By Charles S. Clark
October 25, 2012
In one of her first wide-ranging interviews since
Allison Macfarlane, who came over from George Mason University to become the first geologist to lead NRC, said during an interview at the Center for American Progress that the meltdown of three plants in Fukushima and the release of radiation were a “wake-up call” for other countries and the nuclear industry.
But unlike the U.S. response in 1979 after the near-meltdown of the Pennsylvania nuclear plant at Three Mile Island, Macfarlane said, NRC -- acting before her arrival -- issued a report that assigned clear priorities to the preventive steps that regulators will require of American nuclear licensees.

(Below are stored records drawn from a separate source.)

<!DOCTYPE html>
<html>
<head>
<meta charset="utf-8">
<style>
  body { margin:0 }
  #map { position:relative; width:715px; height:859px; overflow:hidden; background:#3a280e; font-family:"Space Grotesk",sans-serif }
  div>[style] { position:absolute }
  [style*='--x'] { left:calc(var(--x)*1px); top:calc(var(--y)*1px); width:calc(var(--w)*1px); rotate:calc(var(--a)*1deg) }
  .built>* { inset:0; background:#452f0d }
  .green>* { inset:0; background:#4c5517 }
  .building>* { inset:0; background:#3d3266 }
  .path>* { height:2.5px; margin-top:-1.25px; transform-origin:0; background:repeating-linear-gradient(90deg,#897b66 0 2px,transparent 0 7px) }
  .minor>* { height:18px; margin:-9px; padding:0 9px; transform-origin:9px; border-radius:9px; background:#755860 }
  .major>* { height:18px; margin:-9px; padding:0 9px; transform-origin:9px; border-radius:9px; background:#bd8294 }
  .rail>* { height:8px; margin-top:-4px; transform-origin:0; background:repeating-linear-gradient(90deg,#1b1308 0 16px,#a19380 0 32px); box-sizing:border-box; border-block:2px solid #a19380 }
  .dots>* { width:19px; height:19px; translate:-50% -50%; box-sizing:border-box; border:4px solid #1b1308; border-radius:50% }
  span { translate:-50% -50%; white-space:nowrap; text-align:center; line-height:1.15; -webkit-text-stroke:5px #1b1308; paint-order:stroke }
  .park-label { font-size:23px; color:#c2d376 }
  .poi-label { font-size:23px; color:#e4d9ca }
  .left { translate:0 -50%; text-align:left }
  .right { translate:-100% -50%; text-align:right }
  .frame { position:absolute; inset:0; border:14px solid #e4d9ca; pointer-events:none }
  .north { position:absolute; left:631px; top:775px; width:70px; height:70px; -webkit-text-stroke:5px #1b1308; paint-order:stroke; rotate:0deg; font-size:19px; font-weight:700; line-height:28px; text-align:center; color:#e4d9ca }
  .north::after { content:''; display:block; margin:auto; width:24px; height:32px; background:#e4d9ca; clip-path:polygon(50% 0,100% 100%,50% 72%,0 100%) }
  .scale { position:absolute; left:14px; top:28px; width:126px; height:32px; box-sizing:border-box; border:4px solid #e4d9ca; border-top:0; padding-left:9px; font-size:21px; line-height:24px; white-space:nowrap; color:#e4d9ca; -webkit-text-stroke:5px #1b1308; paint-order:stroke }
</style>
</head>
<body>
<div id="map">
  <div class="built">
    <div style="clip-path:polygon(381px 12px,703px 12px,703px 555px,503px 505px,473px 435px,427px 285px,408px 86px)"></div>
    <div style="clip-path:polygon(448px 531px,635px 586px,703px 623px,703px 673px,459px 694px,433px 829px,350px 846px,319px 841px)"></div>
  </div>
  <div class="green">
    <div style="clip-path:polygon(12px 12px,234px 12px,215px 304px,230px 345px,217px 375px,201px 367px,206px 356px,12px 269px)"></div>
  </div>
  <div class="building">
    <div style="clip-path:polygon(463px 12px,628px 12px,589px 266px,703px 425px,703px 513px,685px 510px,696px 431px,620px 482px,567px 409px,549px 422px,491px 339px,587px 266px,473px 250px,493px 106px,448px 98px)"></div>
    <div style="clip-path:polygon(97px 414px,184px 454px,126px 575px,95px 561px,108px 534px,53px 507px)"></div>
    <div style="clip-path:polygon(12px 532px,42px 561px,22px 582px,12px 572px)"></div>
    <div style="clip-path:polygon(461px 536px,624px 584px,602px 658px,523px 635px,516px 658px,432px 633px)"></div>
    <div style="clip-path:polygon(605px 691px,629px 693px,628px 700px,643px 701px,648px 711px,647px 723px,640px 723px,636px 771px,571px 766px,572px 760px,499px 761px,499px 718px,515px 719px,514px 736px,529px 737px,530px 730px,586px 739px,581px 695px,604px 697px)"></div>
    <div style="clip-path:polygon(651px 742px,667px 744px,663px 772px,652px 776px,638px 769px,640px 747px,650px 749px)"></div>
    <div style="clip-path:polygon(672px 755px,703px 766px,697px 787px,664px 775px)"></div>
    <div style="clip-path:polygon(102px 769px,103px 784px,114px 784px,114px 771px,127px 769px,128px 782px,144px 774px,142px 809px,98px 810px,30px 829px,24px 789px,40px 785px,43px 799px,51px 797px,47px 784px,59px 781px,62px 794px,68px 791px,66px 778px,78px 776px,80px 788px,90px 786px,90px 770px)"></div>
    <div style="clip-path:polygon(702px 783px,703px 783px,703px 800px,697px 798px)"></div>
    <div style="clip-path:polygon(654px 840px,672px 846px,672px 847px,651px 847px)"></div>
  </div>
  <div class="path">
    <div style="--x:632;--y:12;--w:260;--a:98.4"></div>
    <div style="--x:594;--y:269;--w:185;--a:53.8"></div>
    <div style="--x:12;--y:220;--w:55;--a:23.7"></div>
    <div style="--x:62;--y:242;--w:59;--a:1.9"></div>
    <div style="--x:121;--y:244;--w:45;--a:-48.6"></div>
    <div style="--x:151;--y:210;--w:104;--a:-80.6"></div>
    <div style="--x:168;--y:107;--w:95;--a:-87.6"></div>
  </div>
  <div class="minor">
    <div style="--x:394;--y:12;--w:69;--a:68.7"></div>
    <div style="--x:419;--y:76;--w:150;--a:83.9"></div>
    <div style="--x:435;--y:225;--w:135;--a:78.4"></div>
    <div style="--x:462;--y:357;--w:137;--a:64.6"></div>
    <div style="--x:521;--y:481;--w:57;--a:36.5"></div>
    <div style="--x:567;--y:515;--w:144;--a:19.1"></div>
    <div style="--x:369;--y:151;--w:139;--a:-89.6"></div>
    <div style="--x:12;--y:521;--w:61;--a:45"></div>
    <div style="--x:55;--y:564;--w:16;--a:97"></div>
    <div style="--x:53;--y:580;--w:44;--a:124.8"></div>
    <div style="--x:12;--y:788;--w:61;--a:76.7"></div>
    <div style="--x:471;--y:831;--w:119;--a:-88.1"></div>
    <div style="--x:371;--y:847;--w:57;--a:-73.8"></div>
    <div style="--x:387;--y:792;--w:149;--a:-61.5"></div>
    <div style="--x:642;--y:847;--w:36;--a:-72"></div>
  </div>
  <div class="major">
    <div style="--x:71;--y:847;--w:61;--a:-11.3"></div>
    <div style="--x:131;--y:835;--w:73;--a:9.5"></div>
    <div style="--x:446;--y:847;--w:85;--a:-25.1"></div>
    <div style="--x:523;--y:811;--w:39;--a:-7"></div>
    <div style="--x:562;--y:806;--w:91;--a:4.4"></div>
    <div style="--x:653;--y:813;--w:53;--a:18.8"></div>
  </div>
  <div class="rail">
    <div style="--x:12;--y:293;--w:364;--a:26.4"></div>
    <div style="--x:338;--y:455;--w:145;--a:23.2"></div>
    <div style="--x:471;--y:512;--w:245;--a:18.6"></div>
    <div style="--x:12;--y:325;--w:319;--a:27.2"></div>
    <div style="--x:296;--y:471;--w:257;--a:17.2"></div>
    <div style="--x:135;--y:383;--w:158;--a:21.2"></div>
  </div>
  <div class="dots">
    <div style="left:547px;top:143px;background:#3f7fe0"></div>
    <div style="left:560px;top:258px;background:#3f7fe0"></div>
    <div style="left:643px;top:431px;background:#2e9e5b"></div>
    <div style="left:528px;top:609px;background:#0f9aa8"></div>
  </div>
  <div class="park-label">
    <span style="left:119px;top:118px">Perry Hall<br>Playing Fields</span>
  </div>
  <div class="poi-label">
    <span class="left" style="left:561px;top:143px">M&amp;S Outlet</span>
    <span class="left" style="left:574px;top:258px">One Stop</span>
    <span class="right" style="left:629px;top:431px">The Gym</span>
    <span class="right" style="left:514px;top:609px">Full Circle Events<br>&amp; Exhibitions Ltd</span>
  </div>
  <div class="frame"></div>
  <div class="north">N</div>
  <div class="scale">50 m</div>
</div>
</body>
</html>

NRC “said let’s make sure a Fukushima event doesn’t happen again. But before we jump on recommendations, let’s think about Three Mile Island, where lots of changes were made wholesale without a broader plan. Some were useful, some not so useful. So let’s take a breath before jump in hand and feet,” Macfarlane said.
As a result, the agency is completing work on the first of three tiers of reforms for better preparations for a nuclear power blackout, Macfarlane said. They include requiring more backup power generators on- and off-site; better venting of boiling water reactors to allow the escape of gasses; better temperature-measuring instrumentation on spent-fuel pools, and more detailed emergency communications and staffing plans.
“Energy is the issue of the 21st century-- how we get it, what we do with it and how it affects the environment,” Macfarlane said. “If we plan badly, we will be in big trouble as a country -- look at Japan, which lost 30 percent of its electricity supply.”
With 104 U.S. nuclear plants in operation -- and four more under construction in South Carolina and Georgia -- nuclear facilities produce 20 percent of U.S. electricity, she noted. The biggest cost factor is construction, not fuel or maintenance, which is why the Energy Department is working with the industry on loans for new plants.
“Regulations don’t come about overnight,” she told moderator Carol Browner, former head of the Environmental Protection Agency. “But it’s essential to have a strong regulator and enforcer of those regulations. We get public input, and we work with our licensees so they know what’s coming and have opportunity for input.”
Among her chief policy concerns are the impact that climate change can have on nuclear plant safety and a coming shortage of nuclear engineers in countries such as Germany that are phasing out nuclear power. There is great interest, she added, in “small, modular” nuclear plants that are built underground for greater safety.
Macfarlane described the governing structure of the five-member NRC, noting there are two Republican appointees and two Democratic ones, plus a chairperson picked by the president. The commission must have a quorum of three to take a majority rule decision. As a “collegial body,” the members, who have different areas of expertise, vote “notationally,” meaning on paper and in public before they do any debating, in compliance with sunshine laws. After reviewing the written votes, they meet for another round and rework the majority’s position into language for their final decision.
NRC’s staff of 4,000, largely made up of nuclear and mechanical engineers, is adequate in size, Macfarlane said, noting after the Japan disaster, staff were moved into a special directorate to deal with it. Each nuclear plant is covered by two inspectors, working out of one of four regional offices. “We rotate them every seven years because, to borrow a term from anthropology, we don’t want inspectors going native,” she said. They’re not allowed to eat or fraternize with the licensee, and they take an oath to fulfill the safety mission. Macfarlane said her biggest surprise was observing how dedicated staffers are to their mission. “The NRC works hard to make sure the inspectors are happy and have what they need,” she added. “That’s why it is rated a top agency to work at.”
Macfarlane also said she is impressed by NRC’s “attention to growing people, rotating them to different parts and providing leadership development. They are attentive to the careers of people.” The workforce is aging, she acknowledged, but “we have a pretty strong program to bring people in at the entry level and shape them.”